Au volant de la voiture des mariés, l’un des participants raconte avec enthousiasme cette traversée de Paris, commencée à Gennevilliers.

Le convoi a emprunté les grands axes de la capitale, traversé Bir-Hakeim, longé les Champs-Élysées avant de rejoindre l’Institut du monde arabe.

En célébrant des traditions parfois regardées avec méfiance, « Raconte-moi ton mariage » apparaît finalement comme une réponse joyeuse à ceux qui voudraient uniformiser les expressions culturelles au nom d’une conception étriquée de l’identité française.

Tout au long du parcours, les passants applaudissaient, klaxonnaient et répondaient spontanément à la fête. « Les gens participaient comme s’ils assistaient à un vrai mariage », raconte-t-il avec émotion.

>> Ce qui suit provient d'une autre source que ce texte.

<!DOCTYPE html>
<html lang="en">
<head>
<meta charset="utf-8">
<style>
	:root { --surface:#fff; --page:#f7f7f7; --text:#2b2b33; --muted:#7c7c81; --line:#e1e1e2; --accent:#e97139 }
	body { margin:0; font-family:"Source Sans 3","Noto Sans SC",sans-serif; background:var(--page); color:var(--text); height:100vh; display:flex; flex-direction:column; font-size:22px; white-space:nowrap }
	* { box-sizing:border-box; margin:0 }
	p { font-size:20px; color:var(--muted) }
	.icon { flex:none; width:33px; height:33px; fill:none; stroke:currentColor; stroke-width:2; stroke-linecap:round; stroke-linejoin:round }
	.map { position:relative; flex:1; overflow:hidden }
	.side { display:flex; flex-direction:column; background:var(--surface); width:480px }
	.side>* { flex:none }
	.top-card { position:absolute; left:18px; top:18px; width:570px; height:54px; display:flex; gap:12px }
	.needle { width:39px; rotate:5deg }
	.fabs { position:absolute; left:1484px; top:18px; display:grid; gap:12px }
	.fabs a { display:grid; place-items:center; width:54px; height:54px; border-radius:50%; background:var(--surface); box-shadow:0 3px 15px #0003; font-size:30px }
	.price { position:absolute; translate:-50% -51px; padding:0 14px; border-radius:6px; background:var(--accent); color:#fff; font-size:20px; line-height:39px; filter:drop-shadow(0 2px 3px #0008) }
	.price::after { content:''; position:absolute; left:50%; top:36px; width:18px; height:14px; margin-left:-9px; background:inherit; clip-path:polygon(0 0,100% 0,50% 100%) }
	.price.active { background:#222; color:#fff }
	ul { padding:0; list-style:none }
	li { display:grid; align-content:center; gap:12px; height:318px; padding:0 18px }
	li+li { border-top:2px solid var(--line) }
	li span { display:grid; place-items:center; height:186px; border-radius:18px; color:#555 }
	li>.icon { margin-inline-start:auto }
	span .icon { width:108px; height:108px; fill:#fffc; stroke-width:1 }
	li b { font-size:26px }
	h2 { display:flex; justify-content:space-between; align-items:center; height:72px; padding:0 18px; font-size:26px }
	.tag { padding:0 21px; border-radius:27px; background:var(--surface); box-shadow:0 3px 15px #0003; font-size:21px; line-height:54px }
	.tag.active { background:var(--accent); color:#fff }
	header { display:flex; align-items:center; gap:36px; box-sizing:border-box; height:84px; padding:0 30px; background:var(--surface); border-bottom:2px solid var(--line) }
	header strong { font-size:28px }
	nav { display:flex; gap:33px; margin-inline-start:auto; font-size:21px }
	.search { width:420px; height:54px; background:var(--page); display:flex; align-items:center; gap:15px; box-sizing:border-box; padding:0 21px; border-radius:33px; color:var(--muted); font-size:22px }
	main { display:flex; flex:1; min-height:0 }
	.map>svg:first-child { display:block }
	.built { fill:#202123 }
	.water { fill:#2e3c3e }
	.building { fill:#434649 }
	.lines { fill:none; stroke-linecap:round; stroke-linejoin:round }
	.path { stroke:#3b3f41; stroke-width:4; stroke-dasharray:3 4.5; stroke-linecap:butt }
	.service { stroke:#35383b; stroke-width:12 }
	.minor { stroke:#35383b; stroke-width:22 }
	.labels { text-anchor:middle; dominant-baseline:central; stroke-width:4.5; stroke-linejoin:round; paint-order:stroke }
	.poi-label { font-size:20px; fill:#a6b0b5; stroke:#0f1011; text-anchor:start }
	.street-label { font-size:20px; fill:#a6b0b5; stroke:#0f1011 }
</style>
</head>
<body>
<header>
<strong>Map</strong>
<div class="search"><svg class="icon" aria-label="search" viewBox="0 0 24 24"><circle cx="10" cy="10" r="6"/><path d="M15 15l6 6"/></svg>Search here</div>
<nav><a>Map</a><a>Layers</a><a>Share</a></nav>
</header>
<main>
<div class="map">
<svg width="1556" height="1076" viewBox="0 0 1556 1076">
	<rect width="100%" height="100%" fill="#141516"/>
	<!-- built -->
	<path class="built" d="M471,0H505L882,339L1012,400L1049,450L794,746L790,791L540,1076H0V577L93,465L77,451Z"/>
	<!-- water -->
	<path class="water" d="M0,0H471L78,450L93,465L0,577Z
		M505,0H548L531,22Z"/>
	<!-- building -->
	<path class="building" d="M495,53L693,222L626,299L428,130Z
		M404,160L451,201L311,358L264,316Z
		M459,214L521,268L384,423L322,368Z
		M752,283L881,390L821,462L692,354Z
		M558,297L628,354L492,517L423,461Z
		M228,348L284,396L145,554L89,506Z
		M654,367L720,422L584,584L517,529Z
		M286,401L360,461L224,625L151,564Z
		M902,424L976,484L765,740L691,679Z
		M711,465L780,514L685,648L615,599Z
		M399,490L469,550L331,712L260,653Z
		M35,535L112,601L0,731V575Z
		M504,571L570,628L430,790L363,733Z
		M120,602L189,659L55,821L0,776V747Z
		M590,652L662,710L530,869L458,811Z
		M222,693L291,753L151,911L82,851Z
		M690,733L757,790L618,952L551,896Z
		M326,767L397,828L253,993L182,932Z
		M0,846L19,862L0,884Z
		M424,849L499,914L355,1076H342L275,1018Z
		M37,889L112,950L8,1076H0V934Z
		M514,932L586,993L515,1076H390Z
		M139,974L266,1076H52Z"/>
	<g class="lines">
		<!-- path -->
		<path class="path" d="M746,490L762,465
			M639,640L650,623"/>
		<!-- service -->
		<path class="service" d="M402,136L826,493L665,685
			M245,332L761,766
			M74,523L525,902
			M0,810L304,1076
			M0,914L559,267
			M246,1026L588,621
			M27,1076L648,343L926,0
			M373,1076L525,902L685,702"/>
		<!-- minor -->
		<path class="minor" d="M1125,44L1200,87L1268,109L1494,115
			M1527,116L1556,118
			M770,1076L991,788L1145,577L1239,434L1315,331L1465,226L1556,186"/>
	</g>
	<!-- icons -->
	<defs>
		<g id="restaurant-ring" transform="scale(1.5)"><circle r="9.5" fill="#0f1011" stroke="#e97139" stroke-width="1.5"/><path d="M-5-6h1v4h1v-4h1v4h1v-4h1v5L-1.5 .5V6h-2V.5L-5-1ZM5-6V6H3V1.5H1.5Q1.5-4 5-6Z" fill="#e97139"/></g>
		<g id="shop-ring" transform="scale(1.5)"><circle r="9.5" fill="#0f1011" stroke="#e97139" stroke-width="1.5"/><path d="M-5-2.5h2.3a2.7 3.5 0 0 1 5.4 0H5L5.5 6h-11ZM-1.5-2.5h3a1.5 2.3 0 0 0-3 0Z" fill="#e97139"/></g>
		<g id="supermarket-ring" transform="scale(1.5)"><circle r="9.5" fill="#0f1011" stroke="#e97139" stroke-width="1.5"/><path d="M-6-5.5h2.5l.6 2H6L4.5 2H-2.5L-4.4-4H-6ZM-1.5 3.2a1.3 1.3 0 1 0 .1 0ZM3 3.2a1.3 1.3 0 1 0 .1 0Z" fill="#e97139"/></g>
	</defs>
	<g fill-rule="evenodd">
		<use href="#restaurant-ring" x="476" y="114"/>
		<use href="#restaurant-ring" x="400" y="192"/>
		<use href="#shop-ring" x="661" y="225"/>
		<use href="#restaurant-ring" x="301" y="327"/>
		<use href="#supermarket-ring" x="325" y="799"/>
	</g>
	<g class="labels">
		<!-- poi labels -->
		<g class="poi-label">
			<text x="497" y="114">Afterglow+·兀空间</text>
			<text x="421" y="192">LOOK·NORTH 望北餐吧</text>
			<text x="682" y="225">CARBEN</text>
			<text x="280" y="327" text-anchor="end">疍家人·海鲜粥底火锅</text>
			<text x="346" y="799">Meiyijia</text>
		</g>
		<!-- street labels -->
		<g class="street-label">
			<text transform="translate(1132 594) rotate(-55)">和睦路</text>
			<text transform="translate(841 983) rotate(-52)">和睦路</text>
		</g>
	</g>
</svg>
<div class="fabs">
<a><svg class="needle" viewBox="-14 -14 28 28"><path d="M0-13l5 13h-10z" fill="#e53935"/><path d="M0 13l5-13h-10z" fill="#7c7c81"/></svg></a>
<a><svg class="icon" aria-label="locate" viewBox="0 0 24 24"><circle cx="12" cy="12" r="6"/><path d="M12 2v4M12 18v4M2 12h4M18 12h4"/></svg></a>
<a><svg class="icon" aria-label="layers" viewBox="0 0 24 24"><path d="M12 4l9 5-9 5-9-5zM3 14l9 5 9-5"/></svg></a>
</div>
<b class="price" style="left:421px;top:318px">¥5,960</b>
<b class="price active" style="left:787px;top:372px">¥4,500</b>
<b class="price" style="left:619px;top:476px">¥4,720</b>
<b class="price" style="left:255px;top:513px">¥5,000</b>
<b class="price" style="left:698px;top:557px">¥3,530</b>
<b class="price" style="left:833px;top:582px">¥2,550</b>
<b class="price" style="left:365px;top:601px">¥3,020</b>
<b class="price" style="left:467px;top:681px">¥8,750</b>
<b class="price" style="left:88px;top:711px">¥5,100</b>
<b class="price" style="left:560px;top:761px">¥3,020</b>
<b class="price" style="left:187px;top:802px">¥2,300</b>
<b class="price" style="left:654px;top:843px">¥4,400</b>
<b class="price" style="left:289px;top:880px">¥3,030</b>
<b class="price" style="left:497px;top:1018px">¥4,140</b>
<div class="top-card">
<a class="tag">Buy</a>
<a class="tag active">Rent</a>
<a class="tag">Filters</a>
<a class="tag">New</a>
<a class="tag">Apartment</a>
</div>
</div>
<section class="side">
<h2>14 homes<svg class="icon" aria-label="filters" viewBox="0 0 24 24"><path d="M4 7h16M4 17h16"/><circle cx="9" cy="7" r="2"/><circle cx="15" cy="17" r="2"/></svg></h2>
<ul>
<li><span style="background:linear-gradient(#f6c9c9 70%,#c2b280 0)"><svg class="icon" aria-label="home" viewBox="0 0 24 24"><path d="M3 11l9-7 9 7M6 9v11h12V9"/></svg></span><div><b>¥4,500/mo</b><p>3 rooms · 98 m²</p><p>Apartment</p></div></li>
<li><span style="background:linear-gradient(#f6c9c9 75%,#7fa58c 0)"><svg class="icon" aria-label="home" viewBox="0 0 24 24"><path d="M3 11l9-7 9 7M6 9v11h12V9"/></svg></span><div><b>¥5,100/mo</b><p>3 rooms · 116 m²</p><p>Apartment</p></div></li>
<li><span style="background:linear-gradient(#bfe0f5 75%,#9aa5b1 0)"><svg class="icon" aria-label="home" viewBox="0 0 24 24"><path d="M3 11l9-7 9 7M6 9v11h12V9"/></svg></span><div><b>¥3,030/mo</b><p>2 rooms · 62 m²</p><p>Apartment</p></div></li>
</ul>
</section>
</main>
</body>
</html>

« C’était formidable de voir autant de sourires. Même devant l’Assemblée nationale, nous avions l’impression de partager un moment avec toute la ville. »

Pour Mohamed Bourouissa, cette réaction confirme l’ambition de son projet. « On ne voit pas cela tous les jours à Paris, indique-t-il. Je voulais rejouer le rituel du mariage parce qu’il est porteur de joie, d’amour et de mémoire. C’est un moment qui rassemble toute une communauté, mais qui parle aussi à tout le monde. »

L’artiste explique avoir voulu dépasser le simple folklore pour transformer ces récits familiaux en une œuvre contemporaine.

Les histoires recueillies auprès de familles venues principalement du Maghreb, mais aussi du Liban et d’autres horizons du monde arabe, deviennent ici une matière artistique qui relie les générations. La traversée entre les villes populaires de la périphérie parisienne et le cœur de la capitale revêt d’ailleurs une portée hautement symbolique.

« J’ai eu l’impression de vivre une véritable odyssée, confie-t-il, car cette traversée raconte quelque chose de notre histoire commune. »

En célébrant des traditions parfois regardées avec méfiance, « Raconte-moi ton mariage » apparaît finalement comme une réponse joyeuse à ceux qui voudraient uniformiser les expressions culturelles au nom d’une conception étriquée de l’identité française.